By Sami Zaptia
Tripoli, 11 December 2013:
At the Tripoli Chamber of Commerce organized conference on the “Shadow Economy – Phenomenon, . . .[restrict]effects and solutions” held in Tripoli on Monday, Economy Minister Mustafa Abufunas confirmed that five SME funds had been created in five cities.
“We are working on the details of the laws and regulations”, he explained, adding that Libya had not had “a process for loans based on Islamic banking” and that this was being worked on.
The Minister further explained that the plan was for the five funds to be based in Libya’s five main cities (Tripoli, Benghazi, Sebha, Misrata and Zawyia) and that Libya was in contact with “numerous” local and international banks for cooperation in this project. He did not reveal the names of these banks.
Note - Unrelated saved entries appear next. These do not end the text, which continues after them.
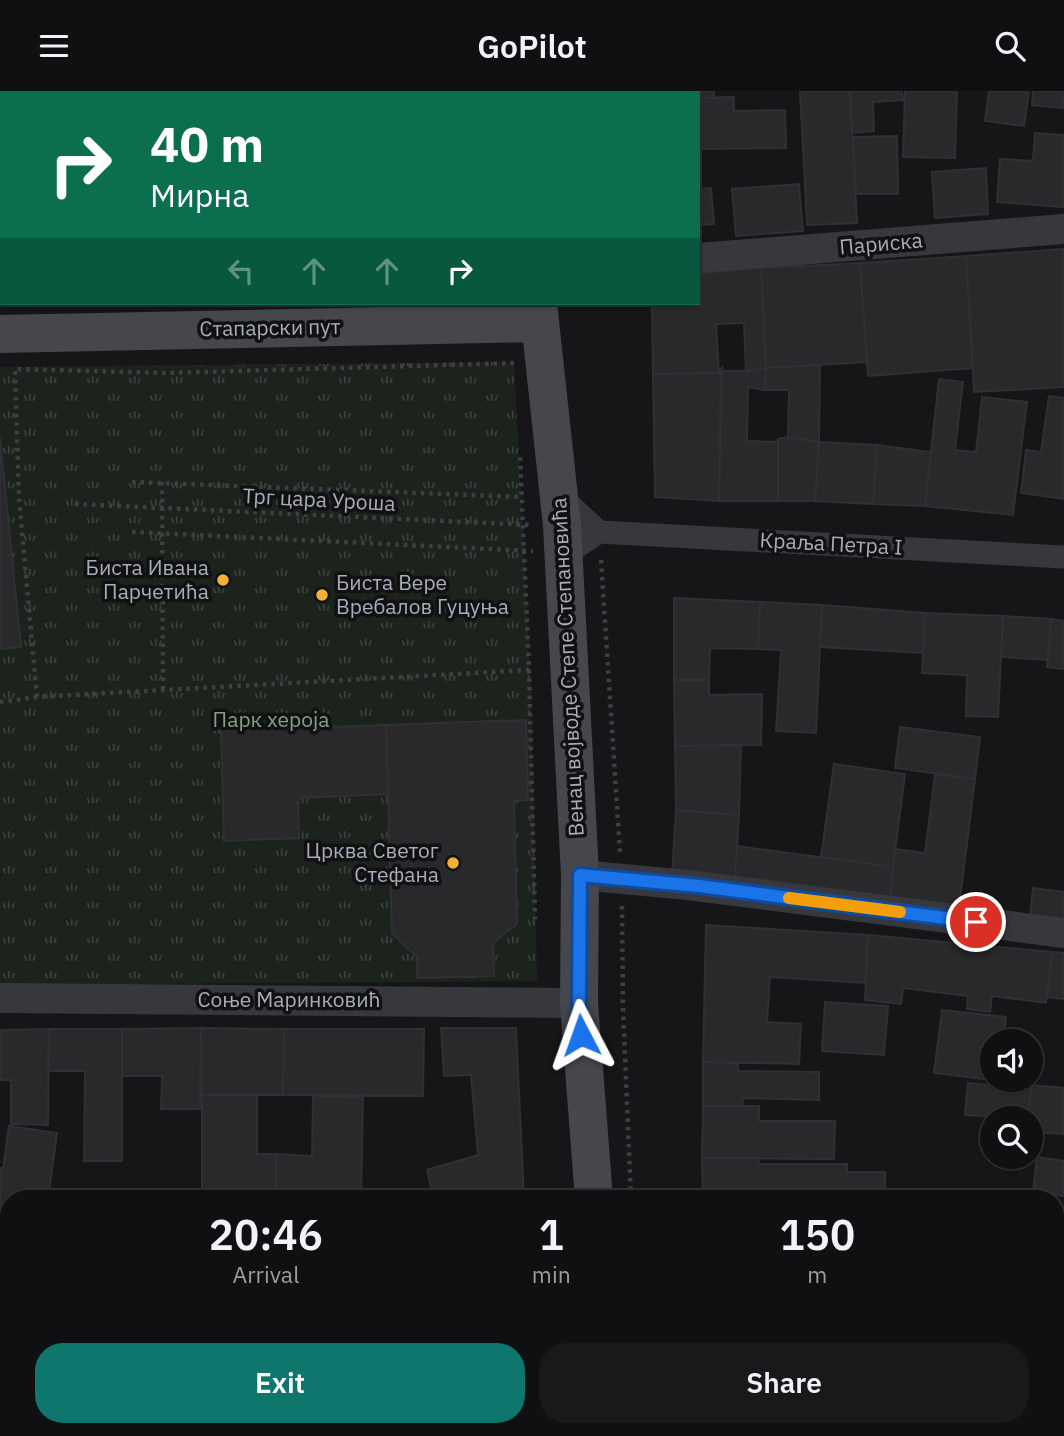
<!DOCTYPE html>
<html lang="en">
<head>
<meta charset="utf-8">
<style>
	body { margin:0; font-family:"IBM Plex Sans",sans-serif; background:#19191b; color:#f1f3f6; height:100vh; display:flex; flex-direction:column; font-size:26px; white-space:nowrap }
	* { box-sizing:border-box; margin:0 }
	p { font-size:23px; color:#9c9d9f }
	.icon { flex:none; width:38px; height:38px; fill:none; stroke:currentColor; stroke-width:2; stroke-linecap:round; stroke-linejoin:round }
	.map { position:relative; flex:1; overflow:hidden }
	.sheet { position:absolute; left:0px; top:1099px; width:1064px; height:247px; display:flex; flex-direction:column; background:#101012; border-radius:28px 28px 0 0; box-shadow:0 2px 5px #0004,0 0 0 2px #303032 }
	.sheet>* { flex:none }
	.top-card { position:absolute; left:0px; top:0px; width:700px; height:214px; box-shadow:0 2px 5px #0004,0 0 0 2px #303032; background:#0b6e4f; color:#fff; overflow:hidden }
	.buttons { position:absolute; left:980px; top:938px; display:grid; gap:14px }
	.buttons a { display:grid; place-items:center; width:63px; height:63px; border-radius:50%; background:#101012; box-shadow:0 2px 5px #0004,0 0 0 2px #303032; font-size:35px }
	.pin { position:absolute; display:grid; place-items:center; width:60px; height:60px; color:#fff; margin:-30px; border:4px solid #fff; border-radius:50%; box-shadow:0 2px 7px #0007 }
	.me { position:absolute; width:77px; margin:-38px; rotate:356deg; stroke-linejoin:round; filter:drop-shadow(0 0 5px #0008) }
	.turn { display:flex; align-items:center; gap:24px; height:147px; padding:0 35px; font-size:32px }
	.turn .icon { width:91px; height:91px; stroke-width:2.5 }
	.turn b { display:block; font-size:49px; line-height:60px }
	.lanes { display:flex; align-items:center; height:66px; padding:0 35px; background:#0003; justify-content:center; gap:35px; direction:ltr }
	.lanes .off { opacity:.35 }
	.eta { display:flex; justify-content:space-evenly; align-items:center; height:119px; text-align:center }
	.eta b { font-size:42px; font-weight:600; line-height:49px }
	.primary-button { display:flex; gap:14px; margin-top:auto; padding:14px 35px }
	.primary-button a { flex:1; height:80px; border-radius:28px; background:#0f766e; color:#fff; font-size:28px; font-weight:600; line-height:80px; text-align:center }
	.primary-button a+a { background:#19191b; color:#f1f3f6 }
	header { display:flex; justify-content:space-between; align-items:center; height:91px; padding:0 35px; background:#101012; font-size:32px; font-weight:600 }
	.map>svg:first-child { display:block }
	.park { fill:url(#park-tufts) }
	.building { fill:#29292c; stroke:#303034; stroke-width:2 }
	.lines { fill:none; stroke-linecap:round; stroke-linejoin:round }
	.path { stroke:#3d3f44; stroke-width:4.5; stroke-dasharray:3.5 5; stroke-linecap:butt }
	.pedestrian { stroke:#37383d; stroke-width:23 }
	.minor { stroke:#37383d; stroke-width:30 }
	.tertiary { stroke:#37383d; stroke-width:37 }
	.secondary { stroke:#45474d; stroke-width:38 }
	.route-casing { stroke:#114b97; stroke-width:18 }
	.route { stroke:#1a73e8; stroke-width:12 }
	.slow { stroke:#f59e0b; stroke-width:12 }
	.poi-dot { fill:#f2b134; stroke:#111113; stroke-width:2.5 }
	.labels { text-anchor:middle; stroke-width:7; stroke-linejoin:round; paint-order:stroke }
	.street-label { font-size:21px; fill:#a8adb8; stroke:#111113 }
	.poi-label { font-size:21px; fill:#a8adb8; stroke:#111113; text-anchor:end }
	.park-label { font-size:21px; fill:#7fa381; stroke:#111113 }
</style>
</head>
<body>
<header><svg class="icon" aria-label="menu" viewBox="0 0 24 24"><path d="M4 6h16M4 12h16M4 18h16"/></svg>GoPilot<svg class="icon" aria-label="search" viewBox="0 0 24 24"><circle cx="10" cy="10" r="6"/><path d="M15 15l6 6"/></svg></header>
<div class="map">
<svg width="1064" height="1345" viewBox="0 0 1064 1345">
	<defs>
		<pattern id="park-tufts" width="24" height="20" patternUnits="userSpaceOnUse" patternTransform="scale(1.75)"><rect width="24" height="20" fill="#1c231d"/><path d="M3 7l-1-3M5 7V3M7 7l1-3M15 17l-1-3M17 17v-4M19 17l1-3" fill="none" stroke="#3a403c"/></pattern>
	</defs>
	<rect width="100%" height="100%" fill="#161618"/>
	<!-- park -->
	<path class="park" d="M514,271L531,598L537,890L0,894V558L21,556L0,347V276Z"/>
	<!-- building -->
	<path class="building" d="M174,0H212L174,2Z
		M261,0H293V2H261Z
		M296,0H406L407,2H296Z
		M406,0H468L469,2H407Z
		M628,0H714V7H698V2Z
		M800,0H850L857,132L807,134Z
		M850,0H902L903,9L873,11L874,40L852,42Z
		M905,0H957L955,67L903,66Z
		M989,0H1029L1024,35L985,30Z
		M1033,0H1064V17L1032,14Z
		M734,6V20L785,19L786,57L698,58V7Z
		M1035,42L1064,44V116L997,111L1000,68L1033,70Z
		M897,45L898,103H856L853,46Z
		M986,77L988,123L935,127L932,81Z
		M799,93L803,140L736,145L732,98Z
		M711,97L714,133L698,134V98Z
		M0,138H2V194H0Z
		M1064,158V296L974,301L966,165Z
		M966,165L973,277L868,285L860,172Z
		M860,172L867,271L766,277L761,177Z
		M761,177L766,277L746,280L744,232L716,233L719,282L653,283L652,212H698V182Z
		M820,274L819,351L788,346L789,299H764L766,277Z
		M722,277L719,410L655,406L653,283L719,282Z
		M766,277L764,299L748,296L747,350L778,351V410H719L721,280H746Z
		M939,288L963,291L955,359L976,361L982,306L1027,311L1013,424L925,415Z
		M1049,305L1064,307V408L1021,402L1026,359L1041,361Z
		M788,346L819,351L815,410H778V348Z
		M0,347L21,556L0,558Z
		M819,351L877,354L873,413L815,410Z
		M877,354L931,361L925,415L873,413Z
		M674,507L760,511L758,558L710,557L709,589H674Z
		M760,511L822,514L816,642L776,640L781,559L758,558Z
		M822,514L925,522L923,562L820,556Z
		M925,522L1003,525L998,626L966,625L967,584L922,582Z
		M1003,525L1051,528L1048,569L1001,566Z
		M1051,528L1064,530V578L1047,576Z
		M674,589H709V604L762,603L761,654L675,655Z
		M526,629L528,709L514,710L517,833L493,852L494,885L417,887V866L392,842L386,634Z
		M386,634L388,703L298,707L299,747L224,750L221,640Z
		M900,636L980,646L975,688L895,677Z
		M741,654L739,724L676,719L675,655Z
		M834,673L905,683L893,776L821,766Z
		M935,683L975,688L959,816L890,808L895,758L925,762Z
		M676,719L739,724L735,787L672,783Z
		M737,755L893,776L890,808L735,787Z
		M1033,797L1064,801V838L1029,835Z
		M706,834L868,844L865,892L770,886L767,931L801,933L799,973L703,971Z
		M868,844L1052,861L1046,912L992,905L990,921L967,918L968,905L903,897L901,913L865,909Z
		M1052,861L1064,862V908L1047,906Z
		M825,911L888,915L884,964L822,960Z
		M942,919L1006,926L1003,950H992V989L999,990L934,982Z
		M201,937L284,938L283,1004H202Z
		M201,937L200,1018H161L162,985H122V938Z
		M441,937H516L524,1108H434L427,1079L478,1064L471,984L444,985Z
		M49,938H122V1070H84L85,980H48Z
		M49,938L48,1034L11,1033V989H0V939Z
		M284,938H424L423,1005L283,1004Z
		M703,971L738,972V980L819,981V1009L743,1007L742,1015H703Z
		M968,992L1031,998L1028,1027L965,1024Z
		M1032,994L1064,997V1043L1031,1041V1027H1028Z
		M202,1004H257V1063H276V1108H202Z
		M313,1005L363,1006L361,1108H276V1063L312,1065Z
		M703,1015H759V1030H835L834,1068L702,1067Z
		M9,1035L57,1042L48,1108H9V1122L0,1121V1077H3Z
		M1037,1066L1064,1070V1105L1033,1101Z
		M702,1067H759L758,1073H847V1081H885V1108H703Z
		M964,1100L991,1108H964Z
		M0,1158L9,1159V1234L0,1233Z
		M1055,1282L1064,1283V1327L1055,1326Z
		M0,1323L9,1325V1337H20L19,1345H0Z
		M1055,1326L1064,1327V1345H1040L1041,1337H1055Z
		M40,1337H86L85,1345H52V1342L40,1339Z
		M102,1337H182L181,1345H101Z
		M184,1337H228L226,1345H183Z
		M237,1337H245L279,1343V1345H236Z"/>
	<g class="lines">
		<!-- path -->
		<path class="path" d="M570,0V2
			M132,391L523,406
			M162,391L163,599
			M75,413L533,434
			M132,441L533,460
			M601,469L620,761
			M529,579L535,828
			M37,606L19,408L15,278L166,282L514,272
			M0,611L37,606L529,579L520,365
			M622,815L623,917L631,1108
			M637,1345V1337"/>
		<!-- pedestrian -->
		<path class="pedestrian" d="M559,404L599,441
			M563,465L599,441L1064,466"/>
		<!-- minor -->
		<path class="minor" d="M698,167L1064,138
			M580,784L688,794L1064,842
			M0,907L579,912"/>
		<!-- tertiary -->
		<path class="tertiary" d="M0,1278L9,1279
			M363,1337L411,1345"/>
		<!-- secondary -->
		<path class="secondary" d="M520,0L521,2
			M538,212L562,434L580,784L579,912L594,1108
			M0,243L540,232
			M584,1345L596,1337"/>
	</g>
	<g class="lines">
		<!-- route casing -->
		<g class="route-casing">
			<path id="route" d="M581,944L579,912L580,784L699,795L976,831"/>
		</g>
		<!-- route -->
		<use href="#route" class="route"/>
		<!-- slow -->
		<path class="slow" d="M789,807L900,821"/>
	</g>
	<!-- markers -->
	<g class="poi-dot">
		<circle cx="223" cy="489" r="7"/>
		<circle cx="322" cy="504" r="7"/>
		<circle cx="453" cy="772" r="7"/>
	</g>
	<g class="labels">
		<!-- street labels -->
		<g class="street-label">
			<text transform="translate(881 153) rotate(-5)" y="7">Париска</text>
			<text transform="translate(270 237) rotate(-1)" y="7">Стапарски пут</text>
			<text transform="translate(319 409) rotate(3)" y="7">Трг цара Уроша</text>
			<text transform="translate(831 453) rotate(3)" y="7">Краља Петра I</text>
			<text transform="translate(568 576) rotate(-93)" y="7">Венац војводе Степе Степановића</text>
			<text x="289" y="916">Соње Маринковић</text>
		</g>
		<!-- poi labels -->
		<g class="poi-label">
			<text x="209" y="484">Биста Ивана<tspan x="209" dy="24">Парчетића</tspan></text>
			<text x="336" y="499" text-anchor="start">Биста Вере<tspan x="336" dy="24">Вребалов Гуцуња</tspan></text>
			<text x="439" y="767">Црква Светог<tspan x="439" dy="24">Стефана</tspan></text>
		</g>
		<!-- park labels -->
		<g class="park-label">
			<text x="271" y="636">Парк хероја</text>
		</g>
	</g>
</svg>
<div class="buttons">
<a><svg class="icon" aria-label="sound" viewBox="0 0 24 24"><path d="M4 9h4l5-4v14l-5-4H4zM17 9q2 3 0 6"/></svg></a>
<a><svg class="icon" aria-label="search" viewBox="0 0 24 24"><circle cx="10" cy="10" r="6"/><path d="M15 15l6 6"/></svg></a>
</div>
<div class="pin" style="left:976px;top:831px;background:#d93025"><svg class="icon" aria-label="arrive" viewBox="0 0 24 24"><path d="M6 21V4h12l-3 4 3 4H6"/></svg></div>
<svg class="me" style="left:581px;top:944px" viewBox="-20 -20 40 40"><path d="M0-17L14 15 0 8-14 15z" fill="#1a73e8" stroke="#fff" stroke-width="4"/></svg>
<div class="top-card">
<div class="turn"><svg class="icon" aria-label="right" viewBox="0 0 24 24"><path d="M7 20v-9h11M14 6l5 5-5 5"/></svg><div><b>40 m</b>Мирна</div></div>
<div class="lanes"><svg class="icon off" aria-label="left" viewBox="0 0 24 24"><path d="M17 20v-9H6M10 6l-5 5 5 5"/></svg><svg class="icon off" aria-label="ahead" viewBox="0 0 24 24"><path d="M12 20V5M6 11l6-6 6 6"/></svg><svg class="icon off" aria-label="ahead" viewBox="0 0 24 24"><path d="M12 20V5M6 11l6-6 6 6"/></svg><svg class="icon" aria-label="right" viewBox="0 0 24 24"><path d="M7 20v-9h11M14 6l5 5-5 5"/></svg></div>
</div>
<section class="sheet">
<div class="eta">
<div><b>20:46</b><p>Arrival</p></div>
<div><b>1</b><p>min</p></div>
<div><b>150</b><p>m</p></div>
</div>
<div class="primary-button"><a>Exit</a><a>Share</a></div>
</section>
</div>
</body>
</html>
Libya’s current banking sector is equally awaiting government reform. The current regulations provide no incentive for the sector to lend to the private sector, let alone the risky SME/start-up sector.
Libyan banks, especially the state-owned banks, are happy to continue acting as the safe deposit for the Libyan government until the Qaddafi-era laws which offer little legal capability to recover their assets are reformed.
For example, they await the Central Bank of Libya’s completion of its credit bureau which would enable them to carry out a standard credit check on loan/credit applicants.
It is worth noting that many analysts see an important link between Libya’s ability to provide employment and business opportunities for its youthful population, and its current security situation.
Many of Libya’s unemployed youth were the thuwar or militias that took part in the armed uprising against the Qaddafi regime in February 2011. It is felt that unless the Libyan government is able to offer business opportunities including loans, it would be difficult to convince the thousands or even tens of thousands of armed militias to give up their weapons and return to civilian life.
Therefore, a viable SME policy and a system of micro loans for start-ups is deemed as an essential pre-requisite to a vibrant small business sector and Libyan political stability and security.